*Your instructions*: Would you please copy the part of the material below that opens with the line containing "M453,199l53,6 -28,28 -25,-25z" and closes with the line containing "M929,695l148,70 -28,35 -120,-91z"? Copy it exactly, and only it.

*Information provided*:
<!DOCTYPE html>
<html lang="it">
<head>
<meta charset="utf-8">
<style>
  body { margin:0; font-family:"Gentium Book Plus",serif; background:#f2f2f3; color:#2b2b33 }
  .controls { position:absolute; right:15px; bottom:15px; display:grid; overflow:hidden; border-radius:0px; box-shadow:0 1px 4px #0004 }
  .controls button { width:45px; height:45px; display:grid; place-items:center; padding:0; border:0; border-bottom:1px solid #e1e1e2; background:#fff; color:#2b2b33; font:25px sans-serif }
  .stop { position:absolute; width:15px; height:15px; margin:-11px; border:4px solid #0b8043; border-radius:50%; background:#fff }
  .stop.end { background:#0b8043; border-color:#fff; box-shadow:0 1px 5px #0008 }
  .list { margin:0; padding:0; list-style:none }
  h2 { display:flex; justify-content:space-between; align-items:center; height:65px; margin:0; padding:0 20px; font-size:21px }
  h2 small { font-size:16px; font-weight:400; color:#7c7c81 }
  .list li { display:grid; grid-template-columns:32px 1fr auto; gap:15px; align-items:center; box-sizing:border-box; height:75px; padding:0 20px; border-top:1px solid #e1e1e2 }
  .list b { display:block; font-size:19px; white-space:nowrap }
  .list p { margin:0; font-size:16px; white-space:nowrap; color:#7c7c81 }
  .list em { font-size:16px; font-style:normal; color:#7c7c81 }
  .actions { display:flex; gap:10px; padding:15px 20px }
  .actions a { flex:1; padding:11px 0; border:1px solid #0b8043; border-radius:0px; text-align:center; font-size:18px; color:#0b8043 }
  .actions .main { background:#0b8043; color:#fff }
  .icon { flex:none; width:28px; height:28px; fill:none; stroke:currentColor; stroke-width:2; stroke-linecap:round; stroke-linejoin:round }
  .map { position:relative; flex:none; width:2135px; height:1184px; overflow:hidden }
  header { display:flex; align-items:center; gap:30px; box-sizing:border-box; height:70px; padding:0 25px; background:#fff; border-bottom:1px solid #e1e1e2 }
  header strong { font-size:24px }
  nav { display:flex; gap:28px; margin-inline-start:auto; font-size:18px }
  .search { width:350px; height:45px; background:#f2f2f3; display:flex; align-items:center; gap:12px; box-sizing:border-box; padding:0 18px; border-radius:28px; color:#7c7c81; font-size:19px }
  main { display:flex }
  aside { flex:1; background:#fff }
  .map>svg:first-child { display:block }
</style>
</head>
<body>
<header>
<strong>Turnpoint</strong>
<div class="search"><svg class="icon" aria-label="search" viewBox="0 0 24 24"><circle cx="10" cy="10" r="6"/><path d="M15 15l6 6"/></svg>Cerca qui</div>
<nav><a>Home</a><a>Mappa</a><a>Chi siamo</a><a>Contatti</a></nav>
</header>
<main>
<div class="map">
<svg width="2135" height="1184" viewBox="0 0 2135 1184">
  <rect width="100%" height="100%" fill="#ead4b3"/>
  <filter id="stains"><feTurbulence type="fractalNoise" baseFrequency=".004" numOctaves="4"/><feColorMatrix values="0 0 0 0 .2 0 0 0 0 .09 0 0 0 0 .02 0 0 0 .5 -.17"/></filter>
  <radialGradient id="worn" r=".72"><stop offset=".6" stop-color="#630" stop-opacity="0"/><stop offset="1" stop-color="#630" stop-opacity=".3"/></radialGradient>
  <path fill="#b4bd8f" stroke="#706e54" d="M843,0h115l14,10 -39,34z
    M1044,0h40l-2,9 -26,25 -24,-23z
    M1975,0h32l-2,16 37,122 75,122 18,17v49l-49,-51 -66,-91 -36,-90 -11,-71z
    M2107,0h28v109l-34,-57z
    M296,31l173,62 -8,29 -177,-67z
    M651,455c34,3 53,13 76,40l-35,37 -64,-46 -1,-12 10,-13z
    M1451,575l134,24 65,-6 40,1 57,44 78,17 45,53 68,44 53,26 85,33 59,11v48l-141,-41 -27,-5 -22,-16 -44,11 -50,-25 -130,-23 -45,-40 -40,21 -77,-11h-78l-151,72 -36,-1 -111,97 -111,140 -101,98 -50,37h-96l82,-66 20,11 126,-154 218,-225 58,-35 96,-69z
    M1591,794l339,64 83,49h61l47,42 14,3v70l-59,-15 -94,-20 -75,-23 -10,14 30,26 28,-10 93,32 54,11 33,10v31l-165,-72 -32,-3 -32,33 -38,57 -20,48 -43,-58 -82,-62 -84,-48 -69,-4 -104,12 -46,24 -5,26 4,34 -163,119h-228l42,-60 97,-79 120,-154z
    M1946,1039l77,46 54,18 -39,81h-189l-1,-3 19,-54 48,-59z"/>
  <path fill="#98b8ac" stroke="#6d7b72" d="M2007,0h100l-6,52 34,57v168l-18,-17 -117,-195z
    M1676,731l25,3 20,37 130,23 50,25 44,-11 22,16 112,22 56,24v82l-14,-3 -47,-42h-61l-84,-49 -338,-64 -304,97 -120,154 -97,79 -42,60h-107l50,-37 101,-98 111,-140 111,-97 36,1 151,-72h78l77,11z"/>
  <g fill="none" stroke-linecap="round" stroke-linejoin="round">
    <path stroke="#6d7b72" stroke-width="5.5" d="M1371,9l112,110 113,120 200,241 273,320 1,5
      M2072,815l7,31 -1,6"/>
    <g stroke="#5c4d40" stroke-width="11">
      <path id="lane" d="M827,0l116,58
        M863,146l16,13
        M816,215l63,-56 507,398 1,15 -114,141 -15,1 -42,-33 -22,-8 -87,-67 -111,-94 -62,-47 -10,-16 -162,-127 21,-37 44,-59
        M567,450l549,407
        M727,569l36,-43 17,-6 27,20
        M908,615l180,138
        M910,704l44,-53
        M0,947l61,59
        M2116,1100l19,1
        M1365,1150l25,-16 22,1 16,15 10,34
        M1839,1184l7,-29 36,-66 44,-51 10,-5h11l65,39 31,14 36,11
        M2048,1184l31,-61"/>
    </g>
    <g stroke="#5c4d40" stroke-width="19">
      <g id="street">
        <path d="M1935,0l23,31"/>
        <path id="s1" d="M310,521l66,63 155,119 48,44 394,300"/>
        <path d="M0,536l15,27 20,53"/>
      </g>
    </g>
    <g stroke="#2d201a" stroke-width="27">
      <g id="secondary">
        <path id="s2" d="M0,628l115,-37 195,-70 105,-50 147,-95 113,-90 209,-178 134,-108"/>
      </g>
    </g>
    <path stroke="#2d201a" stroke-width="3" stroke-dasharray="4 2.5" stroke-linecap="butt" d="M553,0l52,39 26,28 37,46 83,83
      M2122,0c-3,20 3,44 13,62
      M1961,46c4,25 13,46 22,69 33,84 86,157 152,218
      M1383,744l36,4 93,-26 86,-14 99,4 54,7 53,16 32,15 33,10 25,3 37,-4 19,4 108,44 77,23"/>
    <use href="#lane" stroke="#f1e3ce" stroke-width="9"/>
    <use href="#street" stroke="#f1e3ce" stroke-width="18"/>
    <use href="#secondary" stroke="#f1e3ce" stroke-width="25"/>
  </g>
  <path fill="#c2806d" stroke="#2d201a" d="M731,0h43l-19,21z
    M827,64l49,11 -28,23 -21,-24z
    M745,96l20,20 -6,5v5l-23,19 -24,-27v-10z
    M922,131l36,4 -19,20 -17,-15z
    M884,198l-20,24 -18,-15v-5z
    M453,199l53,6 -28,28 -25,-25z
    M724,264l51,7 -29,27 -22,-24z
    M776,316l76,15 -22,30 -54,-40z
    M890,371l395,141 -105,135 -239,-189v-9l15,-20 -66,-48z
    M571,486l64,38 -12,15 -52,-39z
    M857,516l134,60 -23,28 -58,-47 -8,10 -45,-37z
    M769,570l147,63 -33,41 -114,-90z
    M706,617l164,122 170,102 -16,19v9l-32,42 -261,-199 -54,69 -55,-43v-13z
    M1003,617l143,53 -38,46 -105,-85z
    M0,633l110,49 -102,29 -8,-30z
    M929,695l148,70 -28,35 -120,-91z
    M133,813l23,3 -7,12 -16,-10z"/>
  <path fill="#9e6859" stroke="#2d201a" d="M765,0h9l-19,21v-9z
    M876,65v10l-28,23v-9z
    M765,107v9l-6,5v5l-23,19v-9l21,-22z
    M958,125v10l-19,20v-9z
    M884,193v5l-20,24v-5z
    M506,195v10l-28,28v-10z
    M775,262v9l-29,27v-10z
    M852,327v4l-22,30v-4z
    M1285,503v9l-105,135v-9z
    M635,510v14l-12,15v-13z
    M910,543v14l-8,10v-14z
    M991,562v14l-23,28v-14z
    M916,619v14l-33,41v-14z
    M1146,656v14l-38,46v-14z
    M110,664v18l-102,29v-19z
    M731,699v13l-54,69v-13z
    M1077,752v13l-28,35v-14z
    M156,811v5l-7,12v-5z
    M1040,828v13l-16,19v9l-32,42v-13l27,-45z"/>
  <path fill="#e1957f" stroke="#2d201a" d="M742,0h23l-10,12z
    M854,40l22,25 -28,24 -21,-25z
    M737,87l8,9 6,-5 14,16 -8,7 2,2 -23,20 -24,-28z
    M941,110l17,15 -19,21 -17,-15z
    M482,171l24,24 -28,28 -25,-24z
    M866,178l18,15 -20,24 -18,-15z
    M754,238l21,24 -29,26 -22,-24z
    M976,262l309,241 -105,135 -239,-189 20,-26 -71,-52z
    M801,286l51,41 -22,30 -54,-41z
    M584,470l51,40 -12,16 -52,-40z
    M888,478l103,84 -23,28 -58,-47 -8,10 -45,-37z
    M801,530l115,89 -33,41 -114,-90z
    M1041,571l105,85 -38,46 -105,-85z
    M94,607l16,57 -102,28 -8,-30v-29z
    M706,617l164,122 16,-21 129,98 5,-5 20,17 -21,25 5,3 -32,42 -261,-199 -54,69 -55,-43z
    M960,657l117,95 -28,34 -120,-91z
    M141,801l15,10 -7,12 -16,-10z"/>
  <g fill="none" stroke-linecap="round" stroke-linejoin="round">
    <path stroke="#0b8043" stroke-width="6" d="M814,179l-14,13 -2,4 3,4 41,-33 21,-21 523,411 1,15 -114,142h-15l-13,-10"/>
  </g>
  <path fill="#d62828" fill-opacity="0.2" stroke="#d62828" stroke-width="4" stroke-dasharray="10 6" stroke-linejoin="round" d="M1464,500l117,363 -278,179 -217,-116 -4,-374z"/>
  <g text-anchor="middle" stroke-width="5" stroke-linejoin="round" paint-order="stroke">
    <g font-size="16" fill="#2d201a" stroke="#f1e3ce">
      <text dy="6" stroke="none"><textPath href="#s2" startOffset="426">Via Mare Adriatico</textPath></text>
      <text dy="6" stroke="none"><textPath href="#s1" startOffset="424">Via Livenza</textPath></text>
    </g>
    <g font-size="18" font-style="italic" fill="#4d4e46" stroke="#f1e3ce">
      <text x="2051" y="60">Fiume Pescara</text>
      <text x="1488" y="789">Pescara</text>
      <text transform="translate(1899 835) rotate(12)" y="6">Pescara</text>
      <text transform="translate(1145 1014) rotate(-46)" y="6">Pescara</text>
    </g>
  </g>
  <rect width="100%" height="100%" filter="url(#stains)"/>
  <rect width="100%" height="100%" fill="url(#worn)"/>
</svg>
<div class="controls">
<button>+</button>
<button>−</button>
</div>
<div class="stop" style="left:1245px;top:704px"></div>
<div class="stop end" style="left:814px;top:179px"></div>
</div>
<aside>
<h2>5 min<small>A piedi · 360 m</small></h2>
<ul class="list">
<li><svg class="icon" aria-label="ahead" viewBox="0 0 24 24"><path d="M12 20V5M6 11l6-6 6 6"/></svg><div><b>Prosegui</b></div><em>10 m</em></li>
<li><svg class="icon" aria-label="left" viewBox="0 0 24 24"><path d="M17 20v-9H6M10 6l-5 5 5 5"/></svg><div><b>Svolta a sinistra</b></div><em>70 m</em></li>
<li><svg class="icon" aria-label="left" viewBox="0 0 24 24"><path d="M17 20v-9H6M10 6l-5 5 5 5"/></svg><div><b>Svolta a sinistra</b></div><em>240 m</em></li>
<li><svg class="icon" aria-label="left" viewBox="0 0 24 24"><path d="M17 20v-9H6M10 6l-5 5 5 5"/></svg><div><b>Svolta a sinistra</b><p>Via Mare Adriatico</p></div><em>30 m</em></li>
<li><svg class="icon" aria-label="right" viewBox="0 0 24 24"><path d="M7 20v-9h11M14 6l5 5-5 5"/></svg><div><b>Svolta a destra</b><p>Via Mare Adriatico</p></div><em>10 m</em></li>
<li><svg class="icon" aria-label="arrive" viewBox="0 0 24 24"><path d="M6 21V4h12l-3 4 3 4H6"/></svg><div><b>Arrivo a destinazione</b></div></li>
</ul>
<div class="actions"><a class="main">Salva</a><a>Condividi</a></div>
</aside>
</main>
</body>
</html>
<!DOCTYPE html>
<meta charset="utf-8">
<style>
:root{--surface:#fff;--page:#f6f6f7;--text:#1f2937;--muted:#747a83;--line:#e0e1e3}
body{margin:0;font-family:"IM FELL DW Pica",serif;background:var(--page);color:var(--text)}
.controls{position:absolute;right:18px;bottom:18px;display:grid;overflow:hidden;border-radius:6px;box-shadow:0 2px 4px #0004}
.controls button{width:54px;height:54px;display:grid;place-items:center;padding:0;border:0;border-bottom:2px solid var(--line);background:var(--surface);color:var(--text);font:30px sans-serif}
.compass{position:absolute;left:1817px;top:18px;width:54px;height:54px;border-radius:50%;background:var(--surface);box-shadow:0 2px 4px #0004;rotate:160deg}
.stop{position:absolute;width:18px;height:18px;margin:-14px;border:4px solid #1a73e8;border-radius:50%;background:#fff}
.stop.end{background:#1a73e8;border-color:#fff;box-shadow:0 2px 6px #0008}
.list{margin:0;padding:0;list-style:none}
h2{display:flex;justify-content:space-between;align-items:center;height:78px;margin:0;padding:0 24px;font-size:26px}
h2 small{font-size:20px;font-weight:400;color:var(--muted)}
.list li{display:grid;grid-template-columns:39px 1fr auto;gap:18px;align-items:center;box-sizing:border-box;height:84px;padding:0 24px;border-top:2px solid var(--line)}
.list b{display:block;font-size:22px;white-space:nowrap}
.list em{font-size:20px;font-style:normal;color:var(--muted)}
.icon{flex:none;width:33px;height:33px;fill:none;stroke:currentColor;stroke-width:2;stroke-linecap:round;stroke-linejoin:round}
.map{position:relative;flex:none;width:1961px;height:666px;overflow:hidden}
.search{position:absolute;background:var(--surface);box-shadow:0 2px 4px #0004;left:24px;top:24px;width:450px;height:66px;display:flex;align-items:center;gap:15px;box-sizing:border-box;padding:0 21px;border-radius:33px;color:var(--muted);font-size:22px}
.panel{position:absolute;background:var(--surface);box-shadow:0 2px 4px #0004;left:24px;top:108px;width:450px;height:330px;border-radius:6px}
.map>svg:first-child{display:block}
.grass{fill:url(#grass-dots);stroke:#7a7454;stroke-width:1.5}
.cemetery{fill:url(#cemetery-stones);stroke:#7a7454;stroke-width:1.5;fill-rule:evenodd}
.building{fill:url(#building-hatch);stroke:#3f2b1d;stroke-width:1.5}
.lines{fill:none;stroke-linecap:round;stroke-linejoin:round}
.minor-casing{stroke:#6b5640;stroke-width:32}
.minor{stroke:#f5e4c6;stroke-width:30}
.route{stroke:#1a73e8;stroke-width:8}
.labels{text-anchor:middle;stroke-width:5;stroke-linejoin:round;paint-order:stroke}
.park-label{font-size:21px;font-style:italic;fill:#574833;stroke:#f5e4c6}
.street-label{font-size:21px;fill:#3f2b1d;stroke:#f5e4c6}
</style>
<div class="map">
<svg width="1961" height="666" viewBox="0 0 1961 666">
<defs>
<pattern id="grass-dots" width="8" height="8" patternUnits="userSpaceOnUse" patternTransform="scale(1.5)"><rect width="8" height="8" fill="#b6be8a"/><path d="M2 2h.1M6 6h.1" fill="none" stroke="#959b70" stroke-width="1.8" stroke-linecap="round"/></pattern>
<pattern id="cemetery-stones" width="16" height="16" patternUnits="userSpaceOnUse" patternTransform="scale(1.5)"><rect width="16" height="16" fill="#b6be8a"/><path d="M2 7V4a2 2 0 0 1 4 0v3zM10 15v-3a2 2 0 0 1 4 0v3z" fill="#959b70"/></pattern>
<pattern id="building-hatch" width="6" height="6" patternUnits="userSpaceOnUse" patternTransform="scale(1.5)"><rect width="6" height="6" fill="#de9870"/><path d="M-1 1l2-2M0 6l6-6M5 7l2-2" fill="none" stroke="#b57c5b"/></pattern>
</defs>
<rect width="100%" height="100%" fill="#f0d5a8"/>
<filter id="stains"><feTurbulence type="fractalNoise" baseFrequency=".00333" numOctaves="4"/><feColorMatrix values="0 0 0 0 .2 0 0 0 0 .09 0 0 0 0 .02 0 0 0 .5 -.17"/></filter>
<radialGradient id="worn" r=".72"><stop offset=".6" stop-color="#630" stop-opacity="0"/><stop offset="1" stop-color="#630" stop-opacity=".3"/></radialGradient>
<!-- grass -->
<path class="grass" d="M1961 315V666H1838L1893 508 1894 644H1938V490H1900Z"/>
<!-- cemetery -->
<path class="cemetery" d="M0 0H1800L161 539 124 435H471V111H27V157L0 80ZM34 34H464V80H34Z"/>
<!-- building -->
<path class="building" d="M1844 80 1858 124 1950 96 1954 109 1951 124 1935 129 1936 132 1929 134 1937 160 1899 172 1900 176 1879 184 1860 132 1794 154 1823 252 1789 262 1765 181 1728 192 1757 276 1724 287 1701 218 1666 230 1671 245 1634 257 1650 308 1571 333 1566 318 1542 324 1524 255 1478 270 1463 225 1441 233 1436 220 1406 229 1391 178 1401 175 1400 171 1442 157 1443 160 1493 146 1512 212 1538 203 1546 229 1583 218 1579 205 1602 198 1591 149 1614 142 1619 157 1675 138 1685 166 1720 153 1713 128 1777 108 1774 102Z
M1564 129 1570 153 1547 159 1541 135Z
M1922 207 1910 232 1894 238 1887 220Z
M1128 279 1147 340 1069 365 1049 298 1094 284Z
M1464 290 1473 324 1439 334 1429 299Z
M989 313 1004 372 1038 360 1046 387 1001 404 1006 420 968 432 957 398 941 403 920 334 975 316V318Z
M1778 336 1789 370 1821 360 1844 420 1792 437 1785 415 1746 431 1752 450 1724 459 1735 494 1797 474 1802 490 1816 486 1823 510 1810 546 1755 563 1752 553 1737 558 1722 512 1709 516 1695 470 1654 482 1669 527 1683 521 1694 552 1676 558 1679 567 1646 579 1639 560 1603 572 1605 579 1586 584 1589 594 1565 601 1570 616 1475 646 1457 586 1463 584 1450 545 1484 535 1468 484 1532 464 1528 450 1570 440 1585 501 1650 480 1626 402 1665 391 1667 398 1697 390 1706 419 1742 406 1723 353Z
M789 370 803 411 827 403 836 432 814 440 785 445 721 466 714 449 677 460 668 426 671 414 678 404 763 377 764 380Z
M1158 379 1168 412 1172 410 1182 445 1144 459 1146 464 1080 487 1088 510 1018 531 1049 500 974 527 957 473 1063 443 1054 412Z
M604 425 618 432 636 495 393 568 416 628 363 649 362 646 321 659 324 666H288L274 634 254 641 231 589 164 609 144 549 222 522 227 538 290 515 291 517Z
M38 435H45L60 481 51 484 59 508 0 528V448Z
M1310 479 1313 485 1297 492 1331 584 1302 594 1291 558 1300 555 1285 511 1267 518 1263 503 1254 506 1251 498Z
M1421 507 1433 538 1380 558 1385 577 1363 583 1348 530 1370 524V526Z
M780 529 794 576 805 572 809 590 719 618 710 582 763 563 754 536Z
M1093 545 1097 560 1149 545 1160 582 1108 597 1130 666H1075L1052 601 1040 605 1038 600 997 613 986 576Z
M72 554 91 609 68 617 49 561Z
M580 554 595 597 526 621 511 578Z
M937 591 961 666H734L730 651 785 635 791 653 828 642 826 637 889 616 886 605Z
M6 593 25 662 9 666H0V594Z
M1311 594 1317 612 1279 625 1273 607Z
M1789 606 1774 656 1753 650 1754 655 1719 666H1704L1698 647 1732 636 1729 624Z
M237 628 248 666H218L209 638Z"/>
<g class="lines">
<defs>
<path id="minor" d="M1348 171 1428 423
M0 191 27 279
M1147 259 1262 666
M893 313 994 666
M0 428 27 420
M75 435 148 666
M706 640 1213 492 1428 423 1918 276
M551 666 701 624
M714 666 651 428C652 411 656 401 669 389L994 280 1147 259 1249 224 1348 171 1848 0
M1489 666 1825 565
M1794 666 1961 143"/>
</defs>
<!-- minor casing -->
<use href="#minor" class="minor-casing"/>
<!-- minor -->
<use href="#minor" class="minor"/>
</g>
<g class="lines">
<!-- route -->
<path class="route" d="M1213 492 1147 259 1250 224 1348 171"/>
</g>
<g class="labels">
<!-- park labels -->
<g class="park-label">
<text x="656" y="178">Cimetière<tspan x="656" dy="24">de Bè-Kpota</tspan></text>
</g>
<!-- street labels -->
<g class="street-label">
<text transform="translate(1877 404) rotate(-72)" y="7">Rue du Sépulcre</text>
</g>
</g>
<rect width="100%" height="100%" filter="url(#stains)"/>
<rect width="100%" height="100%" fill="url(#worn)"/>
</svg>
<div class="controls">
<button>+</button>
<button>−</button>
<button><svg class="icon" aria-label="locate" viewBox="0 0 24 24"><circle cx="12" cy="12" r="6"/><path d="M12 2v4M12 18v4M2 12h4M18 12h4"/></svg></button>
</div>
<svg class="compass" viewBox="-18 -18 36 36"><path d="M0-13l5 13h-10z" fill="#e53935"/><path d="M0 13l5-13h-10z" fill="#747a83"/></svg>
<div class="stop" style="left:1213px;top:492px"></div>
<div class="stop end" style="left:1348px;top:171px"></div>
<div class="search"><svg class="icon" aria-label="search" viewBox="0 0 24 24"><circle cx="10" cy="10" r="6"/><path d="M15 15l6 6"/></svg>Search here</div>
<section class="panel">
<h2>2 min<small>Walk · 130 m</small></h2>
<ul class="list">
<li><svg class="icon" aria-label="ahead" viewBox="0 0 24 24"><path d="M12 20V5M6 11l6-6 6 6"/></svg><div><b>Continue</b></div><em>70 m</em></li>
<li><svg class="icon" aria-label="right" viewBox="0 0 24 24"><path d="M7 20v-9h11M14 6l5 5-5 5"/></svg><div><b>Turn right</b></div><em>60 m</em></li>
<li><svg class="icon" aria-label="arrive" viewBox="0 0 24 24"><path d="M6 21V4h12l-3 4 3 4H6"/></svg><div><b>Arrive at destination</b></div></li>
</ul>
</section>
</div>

*Result for this task*:
    M453,199l53,6 -28,28 -25,-25z
    M724,264l51,7 -29,27 -22,-24z
    M776,316l76,15 -22,30 -54,-40z
    M890,371l395,141 -105,135 -239,-189v-9l15,-20 -66,-48z
    M571,486l64,38 -12,15 -52,-39z
    M857,516l134,60 -23,28 -58,-47 -8,10 -45,-37z
    M769,570l147,63 -33,41 -114,-90z
    M706,617l164,122 170,102 -16,19v9l-32,42 -261,-199 -54,69 -55,-43v-13z
    M1003,617l143,53 -38,46 -105,-85z
    M0,633l110,49 -102,29 -8,-30z
    M929,695l148,70 -28,35 -120,-91z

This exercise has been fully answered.